Dem König gefiel zweierlei: die Musik, die an seiner Tafel erschallte, und seine neue Unterhose. Deshalb rief er den Lakai und fragte: „Von wem ist die Musik, die an meiner Tafel erschallt? Und von wem ist meine neue Unterhose?“
„Die Musik“, entgegnete der Lakai, „ist von einem gewissen Pachel, mein König, die Unterhose von einem gewissen Pö.“
„Die beiden sofort zu mir kommen lassen!“ befahl der König.
Hektische Betriebsamkeit brach im Hofstaat aus, um Pachel und Pö möglichst schnell zum König bringen zu lassen. Pachel hatte man gleich gefunden, er probte am Organ der örtlichen Kathedrale an neuer Musik, während Pö nicht aufzufinden war. Die ganze Stadt wurde durchkämmt, doch man fand ihn erst am Rand der Stadt bei einem Bordell, wo er gerade in eine Schlägerei verwickelt war. In seinem nicht sehr präsentablen Zustand führten sie Pö zur Residenz, wo Pachel sich schon im Audienzzimmer befand. Sodann, als beide anwesend waren, trat der König hinzu und sprach: „Bel Oeuvre, meine Herren! Besser würde es kein Franzose hinkriegen! Sie beide dürfen künftig den Zusatz bel an ihren Namen tragen!“
Der anwesende Hofbeamte eilte sogleich, um die Namensänderungen urkundlich eintragen zu lassen. Pachel verneigte sich vor dem König, voll von innerer Freude, künftig ein Pachelbel zu sein, er sollte mit seinem neuen Namen als Komponist und Organist in die Geschichte eingehen, während Pö fragte: „Von was für einem Oeuvre sprecht ihr?“
„Von der Unterhose, die ihr mir geschneidert!“ sagte der König.

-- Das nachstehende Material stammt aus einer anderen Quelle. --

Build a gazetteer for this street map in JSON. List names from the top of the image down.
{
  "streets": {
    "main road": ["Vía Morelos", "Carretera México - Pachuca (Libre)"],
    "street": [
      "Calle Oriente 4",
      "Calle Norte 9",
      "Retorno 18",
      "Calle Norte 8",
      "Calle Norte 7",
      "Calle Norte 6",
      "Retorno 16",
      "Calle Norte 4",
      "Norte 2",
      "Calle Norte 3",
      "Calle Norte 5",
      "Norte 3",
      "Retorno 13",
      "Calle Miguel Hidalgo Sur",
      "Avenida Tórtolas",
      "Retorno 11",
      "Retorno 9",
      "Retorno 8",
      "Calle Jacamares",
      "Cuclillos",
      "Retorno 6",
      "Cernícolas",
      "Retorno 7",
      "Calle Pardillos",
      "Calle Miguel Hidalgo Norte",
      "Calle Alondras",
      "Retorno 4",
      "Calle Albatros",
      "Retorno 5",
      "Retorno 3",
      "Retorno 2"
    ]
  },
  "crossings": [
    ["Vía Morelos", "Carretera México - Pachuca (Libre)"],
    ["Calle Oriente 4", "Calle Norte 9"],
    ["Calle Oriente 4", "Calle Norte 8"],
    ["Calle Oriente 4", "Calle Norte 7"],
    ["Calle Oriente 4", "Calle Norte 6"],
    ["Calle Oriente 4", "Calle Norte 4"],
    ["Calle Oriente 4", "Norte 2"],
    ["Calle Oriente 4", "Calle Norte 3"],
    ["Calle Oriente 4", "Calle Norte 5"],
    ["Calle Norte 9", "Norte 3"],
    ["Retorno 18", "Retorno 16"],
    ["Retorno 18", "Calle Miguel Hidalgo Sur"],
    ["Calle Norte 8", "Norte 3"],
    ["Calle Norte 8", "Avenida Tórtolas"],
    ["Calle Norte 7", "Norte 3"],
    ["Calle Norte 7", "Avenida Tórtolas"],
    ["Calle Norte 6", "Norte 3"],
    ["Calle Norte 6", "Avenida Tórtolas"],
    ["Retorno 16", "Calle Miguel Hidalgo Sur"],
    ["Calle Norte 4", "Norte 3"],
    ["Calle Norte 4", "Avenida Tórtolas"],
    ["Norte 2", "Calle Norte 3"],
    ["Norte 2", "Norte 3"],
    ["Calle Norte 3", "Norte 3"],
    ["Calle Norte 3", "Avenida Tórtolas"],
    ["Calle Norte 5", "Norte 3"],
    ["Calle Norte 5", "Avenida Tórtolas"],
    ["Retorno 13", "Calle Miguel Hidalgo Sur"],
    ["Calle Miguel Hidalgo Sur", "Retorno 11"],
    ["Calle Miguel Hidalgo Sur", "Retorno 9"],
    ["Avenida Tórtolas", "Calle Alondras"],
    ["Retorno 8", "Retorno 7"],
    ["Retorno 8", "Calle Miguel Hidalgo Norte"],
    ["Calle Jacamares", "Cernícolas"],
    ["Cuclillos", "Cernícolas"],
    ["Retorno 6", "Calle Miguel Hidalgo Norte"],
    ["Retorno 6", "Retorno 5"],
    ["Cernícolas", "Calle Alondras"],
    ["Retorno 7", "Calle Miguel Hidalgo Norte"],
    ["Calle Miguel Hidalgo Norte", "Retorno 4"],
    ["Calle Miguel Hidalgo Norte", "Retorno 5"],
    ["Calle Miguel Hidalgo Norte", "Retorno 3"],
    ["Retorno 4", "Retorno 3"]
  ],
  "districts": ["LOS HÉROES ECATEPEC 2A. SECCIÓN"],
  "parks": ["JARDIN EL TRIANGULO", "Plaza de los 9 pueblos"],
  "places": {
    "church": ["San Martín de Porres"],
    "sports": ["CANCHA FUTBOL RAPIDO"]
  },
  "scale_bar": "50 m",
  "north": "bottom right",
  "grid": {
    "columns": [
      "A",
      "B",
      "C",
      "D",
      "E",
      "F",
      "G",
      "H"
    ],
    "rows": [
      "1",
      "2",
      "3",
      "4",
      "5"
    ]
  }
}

„Ah, verstehe! Gefurzt euch wohl, Majestät!“
„Was für ein Unhold!“ rief nun der König: „Ich scheiß auf seine Unterhose!“
Da schiss der König tatsächlich in die von Pö geschneiderte Unterhose, sodass es im Audienzzimmer fürchterlich zu stinken begann, hatte der König doch am Vortag Hammelbraten gespeist. Die eben noch herrschende feierliche Stimmung war verdorben, es half auch nicht, dass Pachelbel zurückgerufen wurde, um mit der königlichen Hofkapelle eines seiner Stücke zu spielen.
Während die Musiker spielten, riss sich der König die Kleider vom Leib, inklusive Perücke und Unterhose. Ungerührt stand er schließlich in seiner Nacktheit da, während Lakaien seinen Popo putzten. Pö rief, während er abgeführt wurde: „Wohlgetan, Majestät – Unterhose und Scheißen liegen nah beisammen, wenngleich ich empfehle, die Unterhose künftig beim Scheißen beiseite zu schieben.“
Erstaunlicherweise hat der König die Adelung Pös nach den Vorfällen im Audienzzimmer nicht zurückgenommen. Pö durfte sich fortan Pöbel nennen. Die von Pöbel für den König geschneiderte und vom König angeschissene Unterhose, Pöbels Meisterwerk sozusagen, ging allerdings in den Wirren der Geschichte verloren. Man erzählt sich, Pöbel habe keine weiteren Unterhosen noch sonstige Kleidungsstücke mehr für den König geschneidert, sondern für die Damen am Stadtrand Unterwäsche entworfen, in der sie ihre Freier empfingen.